I used NetworkX, the network analysis library from the great folks at Los Alamos – is that more or less creepy/cool than CreepyDB, sorry, Gaffer? – and a lot of my own work. Having downloaded the transparency register, made it into a two-way hash table, and scraped all the data from the meetings register, I could create some NetworkX graphs and store them. I then wrote a command-line utility to read out key metrics from them.
The metrics I was particularly interested in are as follows:
Weighted network degree. This is just the count of meetings a given node (commissioner, staffer, lobbyist, or lobby) had, multiplied by any weighting applied to reflect the relative importance of meetings. I used the survey results, normalised as percentages of the average result, to weight the different hierarchical ranks (e.g. commissioner, vice-president, member of cabinet) and functional jobs (e.g. competition, transport). I further divided this weighting by the number of lobbies present at the meeting and applied it on a per-edge (NetworkX terminology for a link) basis.
Shortest-path betweenness centrality. This is defined as the fraction of all the most direct routes through the network, using the edge weightings as distances between nodes, that pass through a given node x. What it tells you is how central Mr X is in the network.
Gatekeepership. This is one I invented, and it’s the ratio of the average weighted network degree of people who met node x to the network-wide average – basically, it’s like Value Over Replacement Player for lobbyists, although I was unaware of VORP at the time. It tells you about the extra influence Mr X gives the people they meet relative to the typical node.
Greedy_Fragile.
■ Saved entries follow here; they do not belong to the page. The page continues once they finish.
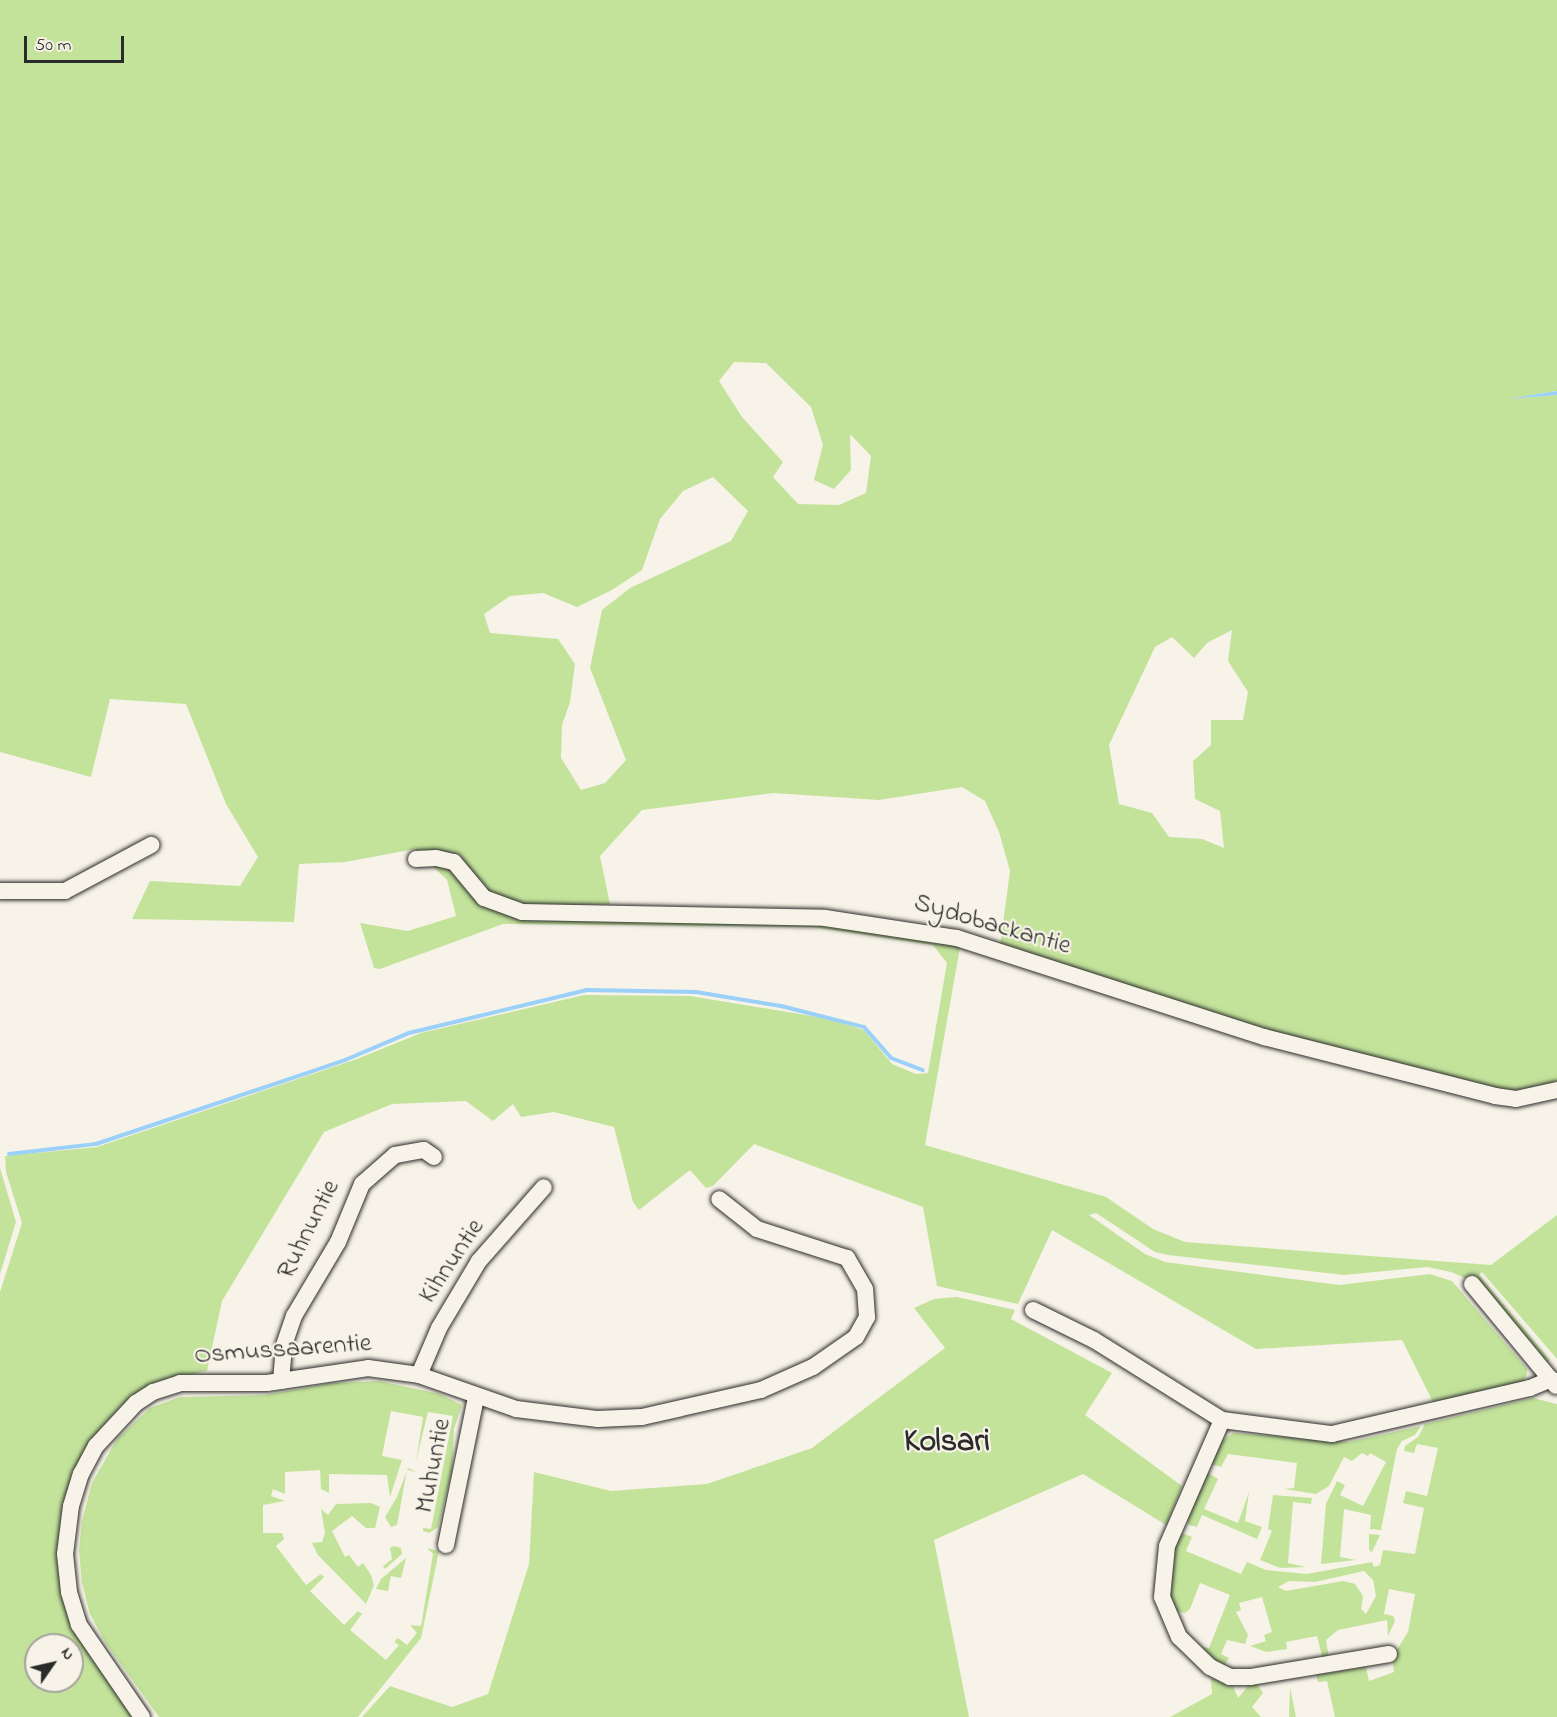 <!DOCTYPE html>
<style>
body{margin:0}
#map{position:relative;width:1557px;height:1717px;overflow:hidden;background:#f7f3e8;font-family:"Indie Flower",sans-serif}
div>[style]{position:absolute}
[style*='--x']{left:calc(var(--x)*1px);top:calc(var(--y)*1px);width:calc(var(--w)*1px);rotate:calc(var(--a)*1deg)}
.green>*{inset:0;background:#c3e39b}
.water>*{inset:0;background:#9bd0f9}
.stream>*{height:4px;margin:-2px;padding:0 2px;transform-origin:2px;border-radius:2px;background:#9bd0f9}
.roads{filter:drop-shadow(0 0 2px #2b2b2b) drop-shadow(0 0 2px #2b2b2b)}
.minor>*{height:16px;margin:-8px;padding:0 8px;transform-origin:8px;border-radius:8px;background:#f7f3e8}
span{translate:-50% -50%;white-space:nowrap;text-align:center;line-height:1.15;-webkit-text-stroke:4.5px #f7f3e8;paint-order:stroke}
.street-label{font-size:26px;color:#2b2b2b}
.district-label{font-size:32px;color:#2b2b2b;font-weight:700}
.north{position:absolute;left:24px;top:1633px;width:60px;height:60px;box-sizing:border-box;background:#f7f3e8;border:2px solid #a5a39c;border-radius:50%;rotate:56deg;font-size:16px;font-weight:700;line-height:24px;text-align:center;color:#2b2b2b}
.north::after{content:'';display:block;margin:auto;width:21px;height:27px;background:#2b2b2b;clip-path:polygon(50% 0,100% 100%,50% 72%,0 100%)}
.scale{position:absolute;left:24px;top:36px;width:100px;height:27px;box-sizing:border-box;border:3px solid #2b2b2b;border-top:0;padding-left:8px;font-size:18px;line-height:21px;white-space:nowrap;color:#2b2b2b;-webkit-text-stroke:4px #f7f3e8;paint-order:stroke}
</style>
<div id="map">
<div class="green">
<div style="clip-path:polygon(evenodd,0 0,1557px 0,1557px 391px,1507px 399px,1557px 395px,1557px 1084px,1519px 1092px,1494px 1090px,1256px 1028px,1000px 945px,1010px 871px,999px 832px,985px 801px,962px 787px,879px 800px,773px 793px,642px 810px,600px 856px,610px 904px,527px 906px,795px 919px,961px 942px,925px 1145px,1106px 1197px,1153px 1229px,1185px 1242px,1491px 1265px,1557px 1215px,1557px 1359px,1482px 1272px,1479px 1275px,1550px 1360px,1546px 1364px,1470px 1280px,1451px 1272px,1427px 1267px,1344px 1275px,1168px 1255px,1155px 1252px,1096px 1213px,1089px 1215px,1145px 1254px,1165px 1262px,1339px 1285px,1430px 1274px,1452px 1281px,1527px 1369px,1527px 1374px,1523px 1382px,1435px 1406px,1402px 1340px,1256px 1349px,1052px 1230px,1018px 1304px,937px 1286px,923px 1207px,754px 1144px,713px 1186px,706px 1188px,690px 1170px,639px 1210px,633px 1202px,614px 1127px,554px 1112px,521px 1117px,513px 1104px,493px 1121px,466px 1101px,392px 1104px,324px 1132px,222px 1301px,207px 1371px,156px 1382px,121px 1406px,96px 1435px,74px 1472px,61px 1516px,58px 1557px,63px 1593px,134px 1717px,0 1717px,0 1292px,22px 1223px,6px 1172px,5px 1156px,97px 1147px,357px 1059px,421px 1033px,584px 995px,690px 996px,830px 1019px,864px 1030px,892px 1064px,916px 1074px,928px 1073px,947px 963px,933px 945px,813px 927px,503px 924px,380px 969px,374px 968px,360px 923px,408px 931px,456px 916px,447px 880px,415px 849px,345px 862px,299px 864px,294px 922px,132px 919px,150px 881px,240px 886px,258px 857px,226px 804px,186px 704px,110px 699px,91px 777px,0 752px,0 0,734px 362px,766px 363px,811px 407px,823px 445px,814px 480px,834px 489px,851px 470px,850px 434px,871px 456px,866px 493px,839px 505px,798px 504px,773px 477px,783px 462px,742px 417px,719px 381px,734px 362px,0 0,713px 477px,748px 511px,731px 541px,630px 588px,602px 610px,590px 668px,626px 760px,605px 783px,581px 790px,561px 758px,562px 725px,570px 702px,575px 664px,558px 639px,490px 633px,484px 614px,510px 596px,543px 593px,577px 607px,612px 590px,642px 570px,660px 519px,683px 491px,713px 477px,0 0,1232px 630px,1228px 661px,1248px 692px,1243px 720px,1211px 720px,1211px 745px,1193px 761px,1195px 799px,1220px 811px,1224px 848px,1202px 839px,1169px 837px,1152px 813px,1119px 804px,1109px 745px,1155px 647px,1172px 637px,1194px 658px,1207px 643px,1232px 630px,0 0,36px 1645px,72px 1645px,72px 1681px,36px 1681px,36px 1645px)"></div>
<div style="clip-path:polygon(0 1168px,16px 1222px,0 1274px)"></div>
<div style="clip-path:polygon(957px 1297px,1015px 1310px,1011px 1319px,1112px 1373px,1085px 1415px,1182px 1486px,1166px 1525px,1083px 1474px,934px 1540px,969px 1717px,362px 1717px,390px 1686px,452px 1707px,488px 1694px,529px 1564px,534px 1472px,611px 1491px,707px 1484px,812px 1448px,945px 1348px,914px 1308px,934px 1299px)"></div>
<div style="clip-path:polygon(379px 1381px,440px 1394px,462px 1405px,454px 1429px,452px 1471px,438px 1527px,429px 1533px,423px 1531px,423px 1528px,431px 1529px,453px 1416px,428px 1412px,416px 1461px,423px 1417px,391px 1411px,382px 1456px,402px 1460px,390px 1497px,387px 1475px,329px 1474px,329px 1493px,321px 1489px,320px 1470px,285px 1472px,285px 1494px,273px 1489px,271px 1496px,285px 1501px,263px 1505px,263px 1533px,282px 1533px,284px 1539px,276px 1546px,306px 1585px,321px 1574px,324px 1577px,310px 1591px,344px 1625px,358px 1611px,362px 1614px,350px 1630px,386px 1660px,399px 1645px,394px 1642px,398px 1638px,407px 1645px,417px 1633px,410px 1625px,421px 1626px,433px 1554px,427px 1548px,439px 1551px,421px 1638px,358px 1717px,159px 1717px,105px 1642px,90px 1614px,82px 1583px,79px 1551px,82px 1521px,92px 1483px,117px 1439px,150px 1408px,180px 1397px,264px 1395px,333px 1383px)"></div>
<div style="clip-path:polygon(evenodd,1533px 1398px,1557px 1404px,1557px 1717px,1335px 1717px,1327px 1681px,1318px 1682px,1316px 1675px,1366px 1667px,1369px 1681px,1394px 1672px,1392px 1658px,1408px 1632px,1415px 1594px,1389px 1589px,1384px 1614px,1393px 1616px,1395px 1621px,1388px 1636px,1387px 1620px,1338px 1630px,1326px 1640px,1329px 1659px,1323px 1660px,1317px 1636px,1286px 1642px,1287px 1649px,1266px 1652px,1250px 1646px,1266px 1641px,1264px 1635px,1272px 1632px,1262px 1597px,1239px 1603px,1241px 1610px,1236px 1612px,1248px 1635px,1245px 1644px,1227px 1640px,1221px 1654px,1229px 1658px,1224px 1666px,1199px 1647px,1209px 1648px,1230px 1595px,1200px 1583px,1190px 1609px,1185px 1613px,1174px 1611px,1167px 1579px,1171px 1554px,1182px 1533px,1192px 1537px,1186px 1551px,1241px 1574px,1247px 1562px,1266px 1570px,1307px 1574px,1372px 1562px,1374px 1567px,1380px 1565px,1383px 1550px,1415px 1554px,1424px 1508px,1403px 1503px,1406px 1491px,1427px 1496px,1438px 1448px,1417px 1444px,1414px 1453px,1404px 1451px,1405px 1446px,1418px 1437px,1425px 1424px,1533px 1398px,1364px 1571px,1373px 1580px,1376px 1596px,1366px 1614px,1361px 1609px,1363px 1596px,1355px 1584px,1343px 1581px,1286px 1591px,1278px 1587px,1289px 1581px,1315px 1582px,1364px 1571px)"></div>
<div style="clip-path:polygon(1421px 1426px,1415px 1435px,1402px 1441px,1397px 1449px,1381px 1530px,1370px 1529px,1371px 1515px,1344px 1509px,1340px 1557px,1356px 1560px,1321px 1564px,1326px 1504px,1337px 1481px,1345px 1485px,1340px 1495px,1363px 1506px,1386px 1462px,1370px 1453px,1368px 1456px,1362px 1453px,1352px 1461px,1344px 1457px,1329px 1486px,1316px 1494px,1284px 1489px,1294px 1488px,1297px 1463px,1228px 1454px,1221px 1467px,1211px 1464px,1220px 1442px,1233px 1433px,1349px 1442px)"></div>
<div style="clip-path:polygon(408px 1468px,416px 1472px,407px 1470px,397px 1525px,391px 1527px,385px 1517px,397px 1497px)"></div>
<div style="clip-path:polygon(1207px 1472px,1218px 1479px,1204px 1509px,1238px 1523px,1249px 1492px,1245px 1521px,1262px 1527px,1257px 1539px,1202px 1515px,1197px 1527px,1189px 1525px,1187px 1519px)"></div>
<div style="clip-path:polygon(1273px 1495px,1312px 1498px,1311px 1504px,1293px 1502px,1288px 1563px,1306px 1567px,1280px 1568px,1260px 1560px,1272px 1531px,1268px 1529px)"></div>
<div style="clip-path:polygon(371px 1503px,380px 1507px,375px 1528px,366px 1528px,352px 1516px,332px 1531px,345px 1557px,349px 1555px,358px 1567px,363px 1563px,371px 1575px,374px 1585px,366px 1604px,318px 1555px,312px 1543px,322px 1542px,325px 1533px,321px 1509px,328px 1515px,336px 1504px)"></div>
<div style="clip-path:polygon(1369px 1534px,1380px 1535px,1372px 1552px,1369px 1550px)"></div>
<div style="clip-path:polygon(394px 1546px,401px 1548px,402px 1554px,385px 1569px,383px 1566px,392px 1559px,390px 1548px)"></div>
<div style="clip-path:polygon(406px 1558px,401px 1578px,391px 1576px,388px 1591px,376px 1589px,381px 1579px)"></div>
<div style="clip-path:polygon(1211px 1678px,1232px 1684px,1238px 1698px,1248px 1686px,1257px 1684px,1263px 1693px,1252px 1707px,1261px 1717px,1170px 1717px,1212px 1694px)"></div>
<div style="clip-path:polygon(1290px 1687px,1296px 1717px,1289px 1717px)"></div>
</div>
<div class="water">
<div style="clip-path:polygon(1557px 391px,1557px 395px,1507px 399px)"></div>
</div>
<div class="stream">
<div style="--x:9;--y:1154;--w:88;--a:-6.6"></div>
<div style="--x:96;--y:1144;--w:263;--a:-18.6"></div>
<div style="--x:345;--y:1060;--w:69;--a:-22.9"></div>
<div style="--x:409;--y:1033;--w:183;--a:-13.6"></div>
<div style="--x:587;--y:990;--w:109;--a:1.1"></div>
<div style="--x:696;--y:992;--w:86;--a:9.4"></div>
<div style="--x:781;--y:1006;--w:86;--a:14.2"></div>
<div style="--x:864;--y:1027;--w:41;--a:48.9"></div>
<div style="--x:891;--y:1058;--w:34;--a:21"></div>
</div>
<div class="roads">
<div class="minor">
<div style="--x:416;--y:859;--w:20;--a:-3"></div>
<div style="--x:436;--y:858;--w:18;--a:13"></div>
<div style="--x:454;--y:862;--w:47;--a:50.2"></div>
<div style="--x:484;--y:898;--w:40;--a:20.2"></div>
<div style="--x:522;--y:912;--w:303;--a:1.1"></div>
<div style="--x:825;--y:918;--w:134;--a:8.6"></div>
<div style="--x:957;--y:938;--w:323;--a:17.9"></div>
<div style="--x:1264;--y:1037;--w:238;--a:14.3"></div>
<div style="--x:1495;--y:1096;--w:21;--a:8"></div>
<div style="--x:1516;--y:1099;--w:42;--a:-12.4"></div>
<div style="--x:0;--y:891;--w:65;--a:0"></div>
<div style="--x:65;--y:891;--w:98;--a:-28.1"></div>
<div style="--x:1472;--y:1284;--w:132;--a:50.5"></div>
<div style="--x:1033;--y:1310;--w:68;--a:26.2"></div>
<div style="--x:1094;--y:1340;--w:151;--a:32"></div>
<div style="--x:419;--y:1375;--w:51;--a:-66.9"></div>
<div style="--x:439;--y:1328;--w:78;--a:-59.2"></div>
<div style="--x:479;--y:1261;--w:98;--a:-48.7"></div>
<div style="--x:281;--y:1381;--w:36;--a:-85"></div>
<div style="--x:284;--y:1345;--w:31;--a:-71"></div>
<div style="--x:294;--y:1316;--w:86;--a:-59.3"></div>
<div style="--x:338;--y:1242;--w:63;--a:-67.5"></div>
<div style="--x:362;--y:1184;--w:44;--a:-41.3"></div>
<div style="--x:395;--y:1155;--w:29;--a:-10"></div>
<div style="--x:424;--y:1150;--w:12;--a:35"></div>
<div style="--x:446;--y:1545;--w:151;--a:-78.5"></div>
<div style="--x:1389;--y:1654;--w:141;--a:170.6"></div>
<div style="--x:1250;--y:1677;--w:20;--a:180"></div>
<div style="--x:1230;--y:1677;--w:22;--a:-153"></div>
<div style="--x:1210;--y:1667;--w:43;--a:-135.9"></div>
<div style="--x:1179;--y:1637;--w:43;--a:-113"></div>
<div style="--x:1162;--y:1597;--w:51;--a:-84.4"></div>
<div style="--x:1167;--y:1546;--w:137;--a:-66.4"></div>
<div style="--x:1222;--y:1420;--w:111;--a:7.3"></div>
<div style="--x:1332;--y:1434;--w:203;--a:-13.1"></div>
<div style="--x:1530;--y:1388;--w:23;--a:-23"></div>
<div style="--x:142;--y:1717;--w:112;--a:-124.4"></div>
<div style="--x:79;--y:1625;--w:34;--a:-107"></div>
<div style="--x:69;--y:1592;--w:38;--a:-96"></div>
<div style="--x:65;--y:1554;--w:48;--a:-82.9"></div>
<div style="--x:71;--y:1506;--w:34;--a:-73"></div>
<div style="--x:81;--y:1474;--w:32;--a:-62"></div>
<div style="--x:96;--y:1446;--w:59;--a:-47.1"></div>
<div style="--x:136;--y:1403;--w:20;--a:-33"></div>
<div style="--x:153;--y:1392;--w:28;--a:-18"></div>
<div style="--x:180;--y:1383;--w:87;--a:0"></div>
<div style="--x:267;--y:1383;--w:102;--a:-8.4"></div>
<div style="--x:368;--y:1368;--w:51;--a:7.8"></div>
<div style="--x:419;--y:1375;--w:103;--a:19.3"></div>
<div style="--x:516;--y:1409;--w:83;--a:7"></div>
<div style="--x:598;--y:1419;--w:44;--a:-2.6"></div>
<div style="--x:642;--y:1417;--w:122;--a:-12.8"></div>
<div style="--x:761;--y:1390;--w:57;--a:-23.9"></div>
<div style="--x:813;--y:1367;--w:52;--a:-34.9"></div>
<div style="--x:856;--y:1337;--w:23;--a:-61"></div>
<div style="--x:867;--y:1317;--w:28;--a:-94"></div>
<div style="--x:865;--y:1289;--w:36;--a:-120"></div>
<div style="--x:847;--y:1258;--w:95;--a:-162.1"></div>
<div style="--x:757;--y:1229;--w:48;--a:-141.7"></div>
</div>
</div>
<div class="street-label">
<span style="left:992px;top:926px;rotate:16deg">Sydobackantie</span>
<span style="left:310px;top:1230px;rotate:-63deg">Ruhnuntie</span>
<span style="left:453px;top:1262px;rotate:-56deg">Kihnuntie</span>
<span style="left:283px;top:1351px;rotate:-4deg">Osmussaarentie</span>
<span style="left:435px;top:1466px;rotate:-79deg">Muhuntie</span>
</div>
<div class="district-label">
<span style="left:947px;top:1443px">Kolsari</span>
</div>
<div class="north">N</div>
<div class="scale">50 m</div>
</div>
This is the really creepy one, developed by West Point to optimise drone targeting against terrorist networks. It arose from the insight that killing off the most central individuals tended to cause the network to become radically flatter and more decentralised, and therefore harder to target. Instead it might be better to whack lesser power-centres in the network, so as to render it more centralised and therefore, brittle.
It measures how much more or less centralised you make the whole network, being defined as the change in network-wide average centrality if node x is removed. This is why Al-Qa’ida No.3 is such a notoriously dangerous job. The intuition from it is whether someone tends to be an attractor in their own right, or a pillar of the overall structure.
After a lot of hacking painfully about and remembering how much Python I’d forgotten, I got results. Unfortunately, I’d made a seriously unwise assumption, that commissioners and staffers had unique names. Lobbyists do seem to be de-duplicated, but their targets are not. In fact they’re not even up to date or spelled consistently. This resulted in a race-condition: depending on who got scraped first, either all the DG Trade official Jonathan Hill’s meetings would be credited to the Financial Services Commissioner Jonathan Hill, or vice versa.
For a long sad moment I thought I’d discovered something funny. The less important Hill is massively lobbied because people think he’s the more important one! Then I realised the problem, and set about a completely new implementation. I was by this point back in practice, and it took me a day and a half to program it, re-run everything, repeat the data analysis, and rewrite the piece.
The results? Well, you can read them in the Pol. If you’re a masochist you can download all the code here. But if I was a lobbyist I might be thinking about learning to code. It’s the future. They said.